HTTPS connection to specific sites fail with cURL on macOS
Root CA certificates used by the mentioned sites (Comodo and USERTrust) have expired this morning (UTC time). While I find it remarkable that two different Root CA certs would expire at the exact same second, this may be explained by USERTrust being affiliated with Comodo (now Sectigo).
Edit: These two actually never were Root CA certificates, but rather intermediate CAs signed by "AddTrust External CA Root". Therefore, their expiration date was determined by the validity of the "AddTrust External CA Root" certificate, which also happens to have expired at the exact same second.
Now, updated certificates (sharing their private keys with the expired ones) have been issued back in 2010 (Comodo, USERTrust). These certificates are part of the common Root CA stores these days (including Apple's system trust store), therefore browsers establish the connections perfectly fine. The same is true for most variants of cURL (e.g. from MacPorts or Homebrew), which are built against custom OpenSSL installations.

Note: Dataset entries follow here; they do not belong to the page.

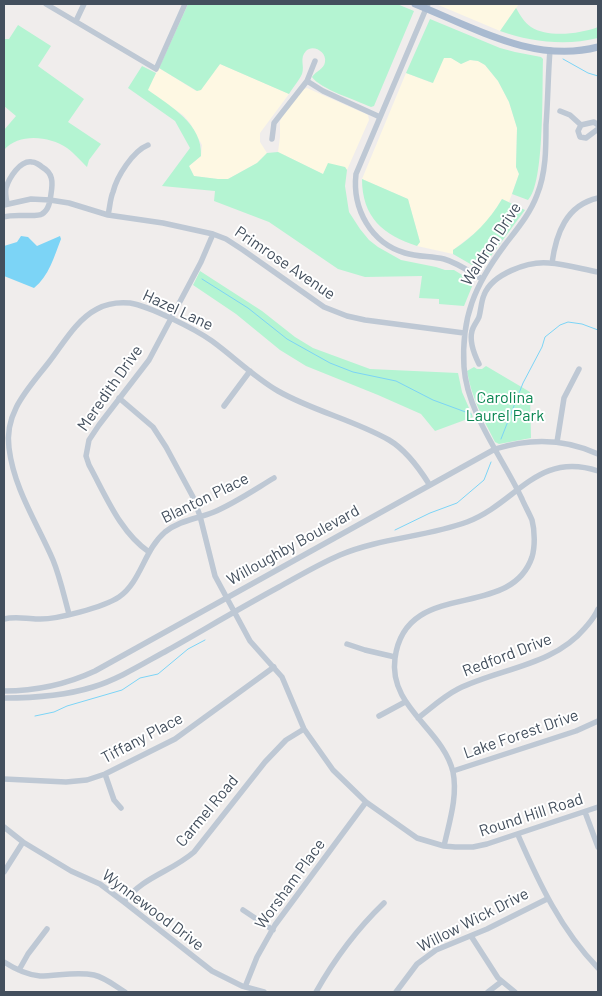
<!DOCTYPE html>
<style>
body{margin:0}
#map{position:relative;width:602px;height:996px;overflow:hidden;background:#f0edec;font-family:Barlow,sans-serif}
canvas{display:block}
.frame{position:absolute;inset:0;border:5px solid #434f5d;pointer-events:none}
</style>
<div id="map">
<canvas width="602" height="996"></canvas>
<div class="frame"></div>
</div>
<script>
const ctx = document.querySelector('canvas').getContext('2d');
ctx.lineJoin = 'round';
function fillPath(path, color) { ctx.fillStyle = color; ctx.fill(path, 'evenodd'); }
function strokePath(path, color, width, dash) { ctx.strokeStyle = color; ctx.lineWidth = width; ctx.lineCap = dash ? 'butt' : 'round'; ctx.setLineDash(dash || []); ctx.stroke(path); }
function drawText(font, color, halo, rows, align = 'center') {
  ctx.font = font + ' Barlow,sans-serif'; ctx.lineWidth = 4; ctx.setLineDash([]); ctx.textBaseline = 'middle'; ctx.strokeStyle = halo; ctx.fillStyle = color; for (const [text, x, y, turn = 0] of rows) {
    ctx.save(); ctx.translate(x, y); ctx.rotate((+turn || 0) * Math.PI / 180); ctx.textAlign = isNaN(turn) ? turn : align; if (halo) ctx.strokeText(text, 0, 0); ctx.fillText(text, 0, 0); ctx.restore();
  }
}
fillPath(new Path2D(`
 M436,4H519L500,31Z
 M443,58H451L461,64L470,60L478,61L485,65L498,81L509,102L517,128L516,167L519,174L509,202L502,199L490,218L480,229L453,250V254L417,246L420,242L408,199L362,179L406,73L432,83Z
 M220,64L289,94L260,133V142L267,153L257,163L228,179H218L194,176L189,166L201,156L202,145L190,123L183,115L147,90L159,68L196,91Z
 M307,88L368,115L369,120L347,170L345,167L323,174L278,152L280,137V121L284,113L304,89Z`), '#fef8e3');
fillPath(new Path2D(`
 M188,4H397L414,11L374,106L371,107C356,100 320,89 312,77C316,71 324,69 325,62C327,52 313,44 306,51C299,58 305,66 302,74C299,81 293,87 289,94L220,64L201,90L197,91L159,68Z
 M516,8C520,15 524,22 531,27C548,38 580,34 598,27V38C566,46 531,42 500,31Z
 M430,19L500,48L515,52L541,57L543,59C542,85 545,184 528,200L512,194L519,174L516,167L517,128L509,102L498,81L485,65L478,61L470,60L461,64L451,58H444L433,83L406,73Z
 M18,25L51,46L38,66L84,99L68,122L101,144L89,160L87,167C81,161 74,153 67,148C49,136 19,133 4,150V130L16,116L4,106V39H9Z
 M142,66L156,73L148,90C170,106 203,124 201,156L189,166L194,176L218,179H228L257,163L267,153L278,152L323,174L328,163L345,167L347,170L345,186L349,212L360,229L369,240L378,247L401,260L436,267L445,270H454L472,281L473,284L464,306L439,304V299L419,298L422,276L365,277L338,269L269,222L214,201L215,191L162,186L190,148L175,121L128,88Z
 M362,179L408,199L420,242L417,246C383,235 362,217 362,179Z
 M502,199L525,210L482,268L479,269L453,254V250C474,236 489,221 502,199Z
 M200,271L262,311L295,337L313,348L370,369L458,373L462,392L473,417L435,431L421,414L378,395L306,366L280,350L236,314L193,285Z
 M486,366L530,392L531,438L499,444L495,442C483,419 471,396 467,371L474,367L477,369H482Z`), '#b4f4d2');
fillPath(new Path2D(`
 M21,236L28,237L37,246L60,236L61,239C54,257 49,276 34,288L4,276V246L17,242Z`), '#7cd4f6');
strokePath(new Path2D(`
 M563,59L588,73L598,76
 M202,279L248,308L287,339L330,363L353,372L396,381L433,400L471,414
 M483,413L510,414
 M501,439L523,383L542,347L545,337L560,325L568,322L582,324L598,330
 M395,530L430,513L457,503L484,480L491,462
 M35,716L54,712L67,706L122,690L140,678L158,674L188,649L205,640`), '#7cd4f6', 1);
strokePath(new Path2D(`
 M46,4L156,69L185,4
 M428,4L356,174C352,209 371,243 405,253C418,257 431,256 444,259C458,263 470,272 482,279
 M76,21L84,4
 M307,81L323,91L380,117
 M560,111L570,115L581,125
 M581,125L578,131L580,137L586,138L598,129
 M581,125L594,122L598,125
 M272,139L274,123L307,81L315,61
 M4,205L31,199L50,200L69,203L108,215L163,223L213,234L226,239L243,250L324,307L347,316L365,320L464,333
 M108,215C110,207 110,199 113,192C117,176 133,151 148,145
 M4,217C15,213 36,218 42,214C49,210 50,201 51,194C53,182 53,173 42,167C40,165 35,162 32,162C20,160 9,178 6,188C5,193 6,198 7,203
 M552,263C556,234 566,205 598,198
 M479,364C474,354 469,342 472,331C473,326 477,322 479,317C481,310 481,302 484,295C492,274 528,261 549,263C565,264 582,269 598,272
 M119,398L153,427L166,447L193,497L200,516L215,576L250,641L282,677L304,729L333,770L366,802L417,838L444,846L455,847H473L487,844L598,807
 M224,406L250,371
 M557,442L564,398L579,369
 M149,552C120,532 106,496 89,465L86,456L89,440L99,425L149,360L201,262L213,234
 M69,614C64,596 60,577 53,560C37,523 14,489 9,448C4,412 29,388 49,362C63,344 76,320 97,309C106,304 119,302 130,303C149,306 195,329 212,341C234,357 254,377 278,391C313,411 354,420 389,440C406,450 419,468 429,484
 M4,619C16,616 26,619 38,619C56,620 104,607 119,597C141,582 144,550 165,532C180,520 197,519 214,512C235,503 254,490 274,478
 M347,644L365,650L395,657
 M4,691C37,691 65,685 95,671L495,449C530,438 564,438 598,454
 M4,698C34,698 64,696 93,687C119,679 144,663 168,650C205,629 242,607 279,587C299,576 319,564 340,555C380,538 426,537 467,522C517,503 537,451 598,471
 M379,716L405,702
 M418,718C431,708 444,696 458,689C501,668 553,666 585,628C590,622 595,617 598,609
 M453,771L576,731L598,721
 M105,774L114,800L121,808
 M4,779L66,782L87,780L105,774L175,739L274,667
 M585,812L598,847
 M4,827L23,842L71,871L100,884L124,902L212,971L242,986L264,992
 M518,835C539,883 561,930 598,968
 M444,846C449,823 458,796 453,772C443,729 388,707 395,658C406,577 510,622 532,557C535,547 535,531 532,520C529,513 525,506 522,499C503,458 467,413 464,367C461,317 475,285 504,246C517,229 530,214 537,195C546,173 546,148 546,125C548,100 548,75 550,50
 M4,872L23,842
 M124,902C144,876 171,872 194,852L265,762L286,740L304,729
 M243,910L273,930
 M471,936L498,978L515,992
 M4,962C15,969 27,975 40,976C58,976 76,971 94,975C106,978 115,986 125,992
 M19,970L28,954L47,929
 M245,987L257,957L275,925L366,802
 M316,992C334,960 358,928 384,903
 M396,992L417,964L436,950L487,929L547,899
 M488,992L501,982`), '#bec8d4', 5.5);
strokePath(new Path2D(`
 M415,4C473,27 534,64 598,47`), '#a9bad0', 7);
drawText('16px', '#434f5d', '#fff', [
 ["Waldron Drive",491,244,-57],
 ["Primrose Avenue",285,263,34],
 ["Hazel Lane",178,310,25],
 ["Meredith Drive",110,388,-55],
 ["Blanton Place",205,498,-26],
 ["Willoughby Boulevard",293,545,-29],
 ["Redford Drive",507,655,-21],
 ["Lake Forest Drive",521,734,-19],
 ["Tiffany Place",142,738,-28],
 ["Carmel Road",207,811,-50],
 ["Round Hill Road",531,815,-18],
 ["Worsham Place",290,884,-54],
 ["Wynnewood Drive",153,910,37],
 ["Willow Wick Drive",473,920,-27]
]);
drawText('16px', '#0b8652', '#fff', [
 ["Carolina",505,398],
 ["Laurel Park",505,416]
]);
</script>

The built-in cURL variant of macOS 10.14 is built against LibreSSL and uses /etc/ssl/cert.pem
as its Root CA store, which also includes the new certificates. However, something appears to causing cURL or LibreSSL to prefer the old certificates for its validity check. I suppose cURL is at least somewhat involved in the problem, since I couldn't get the connections to fail using /usr/bin/openssl s_client
(/usr/bin/openssl
is actually built from LibreSSL).
My hypothesis would be that the problem is caused by the sites sending the expired Root CA certificate as part of their certificate chain. Including the Root CA in such chains is allowed, but not required, and in this case appears to break certificate validation.
Edit: This is part of a series of issues around the "AddTrust External CA Root" expiration. See this blog post by Andrew Ayer or this Twitter thread by Ryan Sleevi for the bigger picture. Ryan Sleevi also has a collection of things failing due to the expiration.
On macOS 10.15, where cURL uses OpenSSL 0.9.8 by default, the issue apparently may be mitigated by setting the environment variable CURL_SSL_BACKEND=secure-transport
. This does not work on 10.14 with its LibreSSL which, according to Christian Heimes, is affected by the issue in general.
Just comment out the AddTrust
entry in /etc/ssl/cert.pem
, since the end certificates are cross-signed, they will be validated against USERTrust
.
In theory there should be no need to comment out that entry, but in practice, the LibreSSL version that ships with mac (2.8.3 on Catalina) has broken certificate path validation because it's based on an older version of OpenSSL that also contains the same bug (< 1.1.1).
According to the LibreSSL documentation (https://www.libressl.org/releases.html), they started incorporating OpenSSL 1.1.1 functionality in their 3.x.x series, I could find a way to update it manually but I am lazy and will wait for Apple to fix it.
All these sites that I have found seems to have the same expired CA cert in their chain:
openssl s_client -connect kapeli.com:443
CONNECTED(00000003)
depth=3 C = SE, O = AddTrust AB, OU = AddTrust External TTP Network, CN = AddTrust External CA Root
verify error:num=10:certificate has expired
notAfter=May 30 10:48:38 2020 GMT
I see issues popping up on many different sites about this right now. Editing the ca cert file like @jmibanez suggests will probably work when the site isn't sending the expired certificate in the response. I tried the latest CA cert file from https://curl.haxx.se/ca/cacert.pem using curl --cacert path/to/cacert.pem
which didn't work. Browsers seems fine so they seem to ignore the expired CA cert included in responses from web sites.
EDIT: My bad here. I was using curl 7.54 by mistake. Newer versions are working. The error does not exist when using curl 7.67/7.70.